Fighting Fantasy


A filmmaker is attempting to raise £40,000 on Kickstarter to make a film about the development and legacy of Ian Livingstone and Steve Jackson’s Fighting Fantasy gamebooks. It’s an ambitious project which I’d love to see happen, so I’ve chipped in and would encourage you to do the same.

I was one of the first generation of Fighting Fantasy fans, starting with the publication of the Warlock of Firetop Mountain in 1982. We didn’t have the Puffin Club at my school; we had the Chip Club. Nonetheless, that was how me and my sister discovered the series and I quickly graduated onto the Forest of Doom, City of Thieves, Starship Traveller and Deathtrap Dungeon.

I had a bit of a pro-Ian Livingstone bias, which was probably unfair in retrospect and I suspect was limited to the fact that I got Forest of Doom while my sister got the more experimental Citadel of Chaos.
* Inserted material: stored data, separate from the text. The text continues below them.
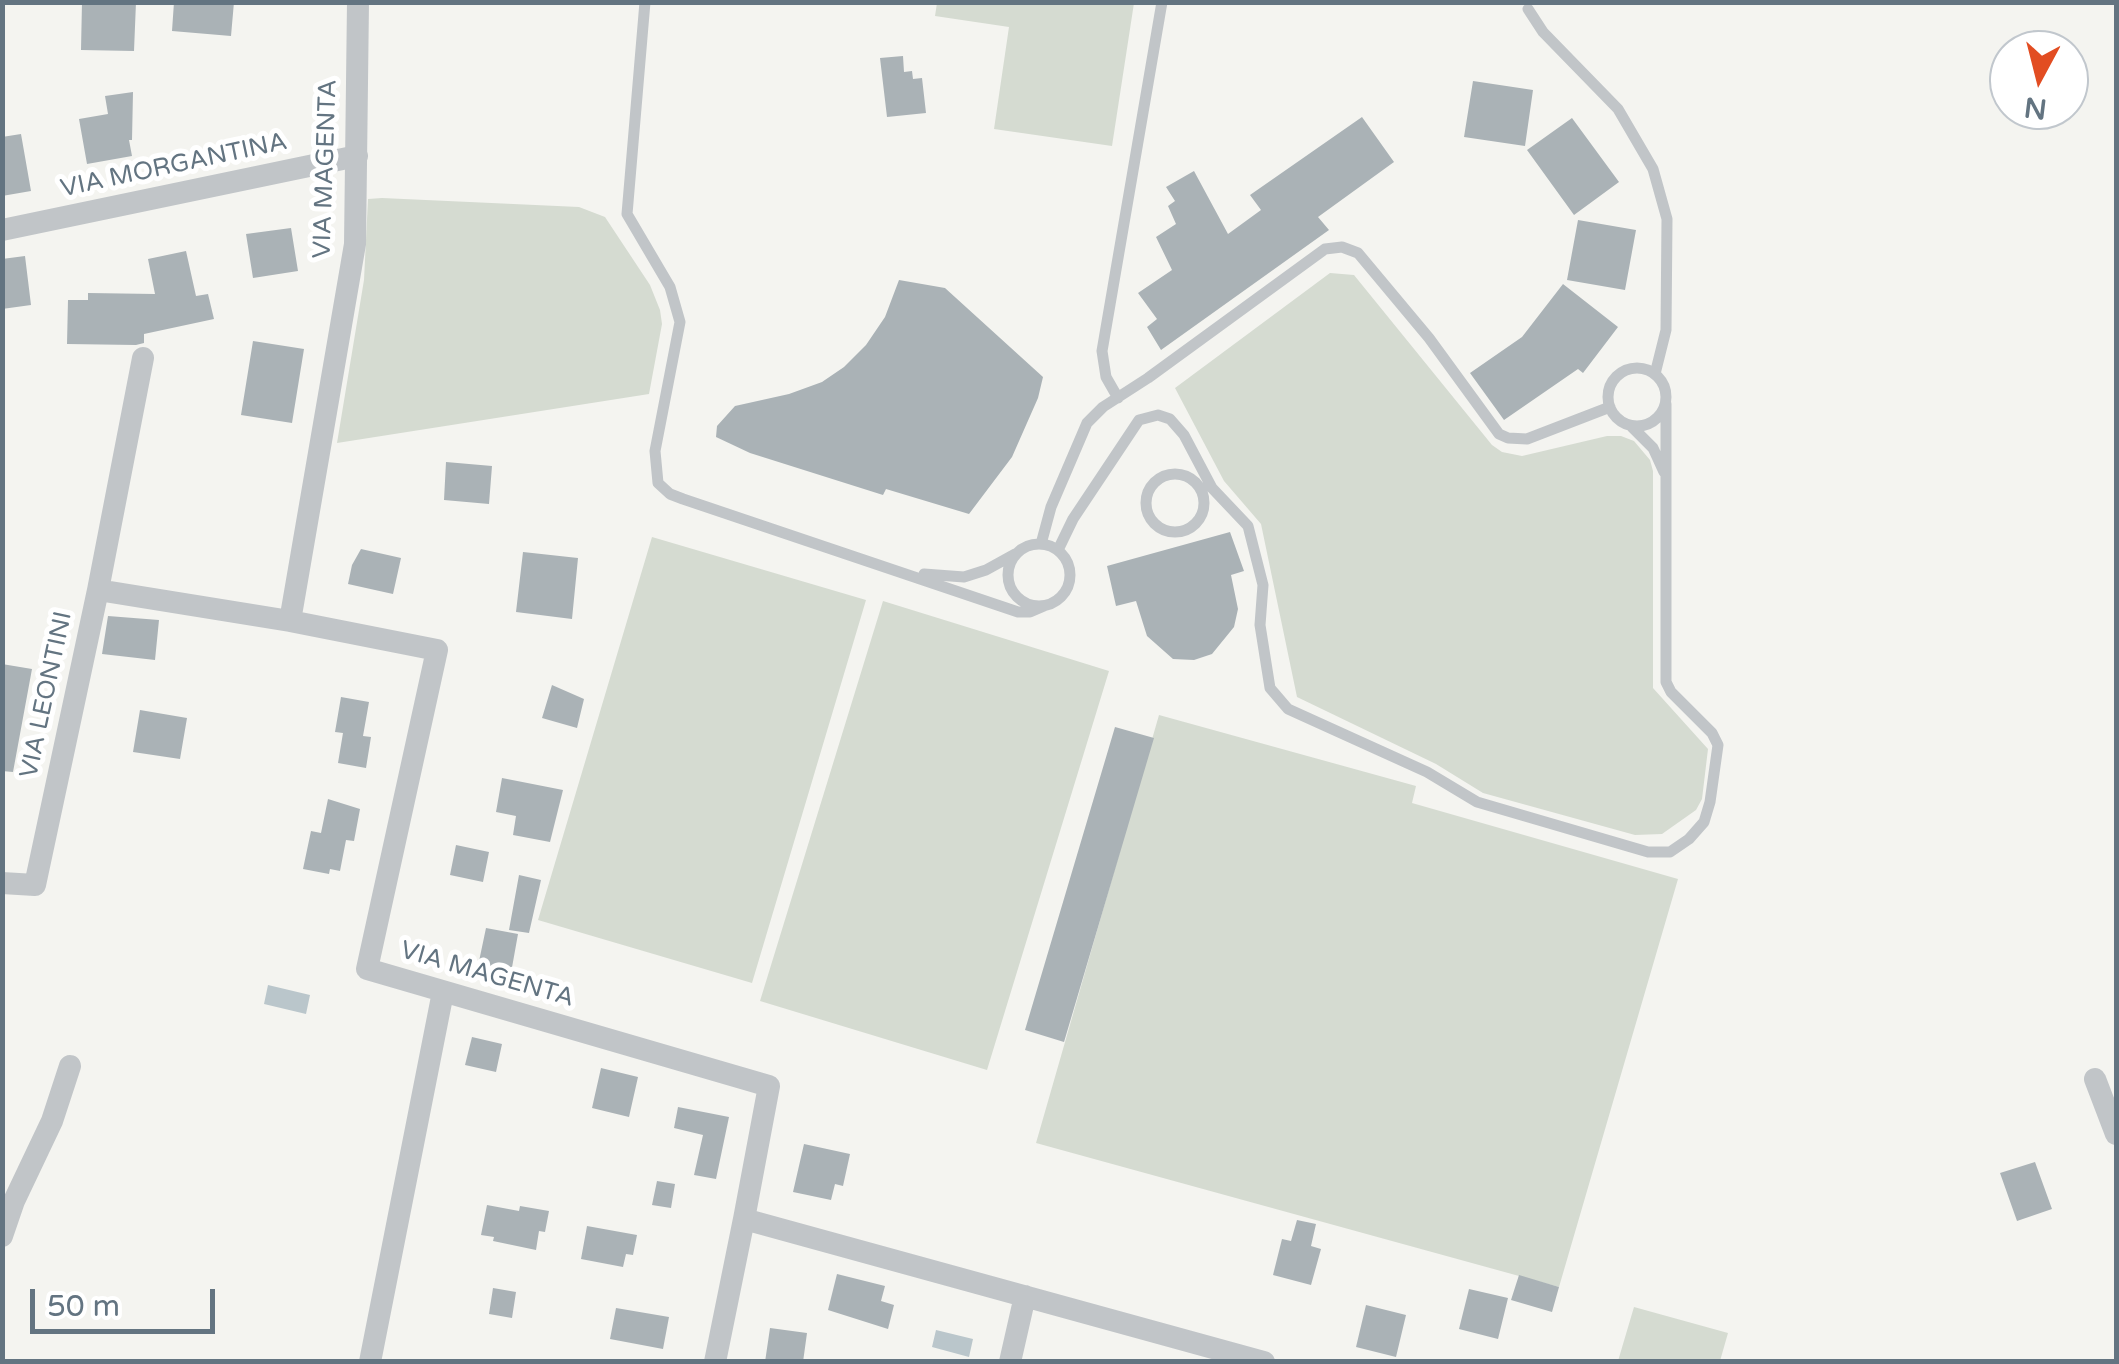 <!DOCTYPE html>
<html>
<head>
<meta charset="utf-8">
<style>
	body { margin:0 }
	#map { position:relative; width:2119px; height:1364px; overflow:hidden; background:#f4f4f0; font-family:"Varela Round",sans-serif }
	canvas { display:block }
	.frame { position:absolute; inset:0; border:5px solid #637481; pointer-events:none }
	.north { position:absolute; left:1989px; top:30px; width:100px; height:100px; box-sizing:border-box; background:#fff; border:2px solid #c1c7cd; border-radius:50%; rotate:187deg; font-size:28px; font-weight:700; line-height:40px; text-align:center; color:#637481 }
	.north::after { content:''; display:block; margin:auto; width:35px; height:45px; background:#e24d22; clip-path:polygon(50% 0,100% 100%,50% 72%,0 100%) }
	.scale { position:absolute; left:30px; top:1289px; width:185px; height:45px; box-sizing:border-box; border:5px solid #637481; border-top:0; padding-left:12px; font-size:30px; line-height:35px; white-space:nowrap; color:#637481; -webkit-text-stroke:8px #fff; paint-order:stroke }
</style>
</head>
<body>
<div id="map">
<canvas width="2119" height="1364"></canvas>
<div class="frame"></div>
<div class="north">N</div>
<div class="scale">50 m</div>
</div>
<script>
const ctx = document.querySelector('canvas').getContext('2d');
ctx.lineJoin = 'round';
function paint(path, color) {
  ctx.fillStyle = color;
  ctx.fill(path, 'evenodd');
}
function shape(rows) {
  const path = new Path2D();
  for (const r of rows) {
    if (r.length === 3) {
      path.moveTo(r[0] + r[2], r[1]);
      path.arc(r[0], r[1], r[2], 0, 2 * Math.PI);
      continue;
    }
    path.moveTo(r[0], r[1]);
    for (let i = 2; i < r.length; i += 2) path.lineTo(r[i], r[i + 1]);
  }
  return path;
}
function stroke(path, color, width, dash) {
  ctx.strokeStyle = color;
  ctx.lineWidth = width;
  ctx.lineCap = dash ? 'butt' : 'round';
  ctx.setLineDash(dash || []);
  ctx.stroke(path);
}
function label(font, color, halo, rows, align = 'center') {
  ctx.font = font + ' "Varela Round",sans-serif';
  ctx.lineWidth = 10;
  ctx.setLineDash([]);
  ctx.textBaseline = 'middle';
  ctx.strokeStyle = halo;
  ctx.fillStyle = color;
  for (const [text, x, y, turn = 0] of rows) {
    ctx.save();
    ctx.translate(x, y);
    ctx.rotate((+turn || 0) * Math.PI / 180);
    ctx.textAlign = isNaN(turn) ? turn : align;
    if (halo) ctx.strokeText(text, 0, 0);
    ctx.fillText(text, 0, 0);
    ctx.restore();
  }
}
paint(shape([
	[937,3,1134,3,1112,146,994,129,1009,27,935,16],
	[382,198,579,207,605,217,650,285,660,310,662,324,649,394,337,443,364,280,368,199],
	[1330,273,1354,275,1492,445,1502,452,1522,456,1607,436,1621,436,1634,441,1650,460,1653,471,1653,688,1708,749,1702,799,1696,810,1662,834,1635,835,1483,793,1436,764,1297,697,1261,524,1224,481,1175,388],
	[652,537,866,600,752,983,538,920],
	[883,601,1109,671,987,1070,760,1001],
	[1159,715,1416,786,1412,803,1678,879,1559,1287,1036,1143],
	[1634,1307,1728,1333,1720,1361,1618,1361]
]), '#d5dbd1');
paint(shape([
	[268,985,310,995,306,1014,264,1004],
	[936,1330,973,1339,969,1357,932,1347]
]), '#bac6cb');
paint(shape([
	[82,2,136,2,134,51,81,50],
	[174,2,234,2,231,36,172,31],
	[903,56,904,72,912,71,913,79,922,78,926,113,887,117,880,58],
	[1473,81,1533,90,1525,146,1464,137],
	[133,92,132,140,129,140,132,156,87,164,79,119,108,114,105,96],
	[1362,117,1394,162,1318,217,1329,230,1161,350,1147,327,1157,319,1138,293,1172,270,1156,237,1176,224,1168,206,1175,201,1166,187,1194,171,1228,234,1261,210,1250,195],
	[1572,118,1619,182,1574,215,1527,150],
	[21,134,31,191,2,196,2,137],
	[1578,220,1636,230,1625,290,1567,280],
	[291,228,298,271,253,278,246,234],
	[186,251,196,296,208,294,214,319,144,334,144,343,136,345,67,344,68,300,88,300,88,293,155,294,148,259],
	[25,256,31,305,2,309,2,259],
	[899,280,945,288,1043,377,1038,398,1012,457,969,514,886,489,883,495,750,453,716,437,717,426,735,406,789,394,822,382,844,367,866,345,885,317],
	[1563,284,1618,327,1583,373,1578,369,1504,420,1470,373,1522,337],
	[253,341,304,349,292,423,241,415],
	[446,462,492,466,489,504,444,500],
	[1230,532,1244,571,1231,575,1238,609,1234,627,1212,654,1194,660,1173,659,1147,636,1136,601,1116,606,1107,566],
	[361,549,401,558,393,594,348,584,352,565],
	[523,552,578,558,572,619,516,612],
	[108,616,159,620,155,660,102,654],
	[2,664,32,669,13,772,2,771],
	[552,685,584,699,577,728,542,718],
	[341,697,369,702,363,736,371,737,366,768,338,763,343,733,335,732],
	[140,710,187,718,180,759,133,752],
	[1115,727,1154,738,1064,1042,1025,1030],
	[502,778,563,790,550,842,513,835,516,816,496,812],
	[328,799,360,809,354,841,346,840,340,871,330,869,329,874,303,869,311,831,321,833],
	[456,845,489,852,483,882,450,875],
	[519,875,541,880,529,933,509,930],
	[486,928,518,934,511,973,478,966],
	[472,1037,502,1044,496,1072,465,1065],
	[601,1068,638,1077,629,1117,592,1108],
	[678,1107,729,1117,716,1179,694,1175,703,1135,674,1128],
	[804,1144,850,1154,843,1186,835,1184,831,1200,793,1192],
	[2035,1162,2052,1209,2017,1221,2000,1173],
	[657,1181,675,1184,671,1208,652,1205],
	[487,1205,519,1211,520,1206,549,1211,545,1232,539,1231,536,1250,493,1241,494,1237,481,1235],
	[1297,1220,1316,1224,1311,1246,1321,1249,1311,1285,1273,1275,1282,1239,1291,1241],
	[587,1226,637,1235,633,1255,626,1254,623,1267,581,1259],
	[837,1274,885,1286,881,1301,894,1305,888,1329,828,1310],
	[1519,1275,1559,1287,1552,1312,1511,1300],
	[493,1288,516,1292,512,1318,489,1314],
	[1469,1289,1508,1298,1498,1339,1459,1329],
	[1366,1305,1406,1315,1396,1357,1356,1347],
	[616,1308,669,1317,663,1349,610,1339],
	[770,1328,807,1333,803,1362,765,1362]
]), '#aab2b6');
stroke(shape([
	[645,2,627,214,670,287,680,322,655,451,658,483,670,494,683,499,1018,612,1030,612,1044,606],
	[1528,9,1543,32,1618,109,1653,169,1667,219,1666,330,1655,374],
	[1637,397,29],
	[1118,398,1106,377,1102,351,1162,2],
	[1632,427,1653,448,1664,472],
	[1175,503,29],
	[1041,544,1051,507,1087,423,1103,407,1148,378,1325,249,1342,247,1358,253,1429,338,1499,434,1508,438,1527,439,1610,407],
	[1039,575,31],
	[1058,550,1073,519,1139,420,1158,415,1170,419,1184,435,1212,488,1248,526,1263,585,1260,625,1270,688,1288,709,1427,772,1477,802,1648,852,1670,852,1689,839,1704,822,1710,802,1718,745,1712,733,1671,692,1666,682,1666,404],
	[924,574,964,577,986,570,1015,554]
]), '#c1c5c8', 11);
stroke(shape([
	[358,2,355,244,290,621,437,650,367,969,769,1086,744,1219,1264,1362],
	[2,230,357,156],
	[98,590,143,358],
	[2,883,35,885,98,590,290,621],
	[2095,1079,2116,1134],
	[2,1236,14,1201,52,1121,70,1066],
	[370,1362,443,992],
	[715,1362,744,1219],
	[1010,1362,1025,1296]
]), '#c1c5c8', 22);
label('25px', '#637481', '#fff', [
	["VIA MORGANTINA",174,166,-12],
	["VIA MAGENTA",326,169,-88],
	["VIA LEONTINI",47,695,-78],
	["VIA MAGENTA",487,975,16]
]);
</script>
</body>
</html>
That changed when I discovered the Sorcery! series, with its spellbook, overarching plot and gorgeous John Blanche artwork. I was pretty hardcore, buying Warlock magazine from issue 2, the Out of the Pit monster manual, the background book Titan, and so on.

They weren’t perfect. Like most RPGs at the time, they tended to be both combat heavy and leave you rather dependent on the luck of the dice, which was a little redundant as if you died, you would tend to simply ignore the result and carry on. But the Fighting Fantasy books opened so many avenues for me. Like many other people, they encouraged my reading, and it will be no surprise to anyone to learn that they got me into roleplaying games. But I’d credit them with something more fundamental than that, in that they made me realise at a young age that I didn’t have to just be a consumer, but an active participant in my media as well (of course, this also came at the same time as the rise of the home microcomputer – which had a similar democratising effect. As it happens there’s also an open Kickstarter at the moment to fund an updated version of Elite).

This is an important part of my personal history, so I’m keen to see the documentary get made. Plus, it is possible I might be making a minor appearance in it as they appear to be using footage from Ian Livingstone and Steve Jackson’s presentation at this year’s UK Games Expo in it, in which you can quite clearly see me in the audience! So please have a look at the Turn to 400 Kickstarter and consider putting some dosh behind it.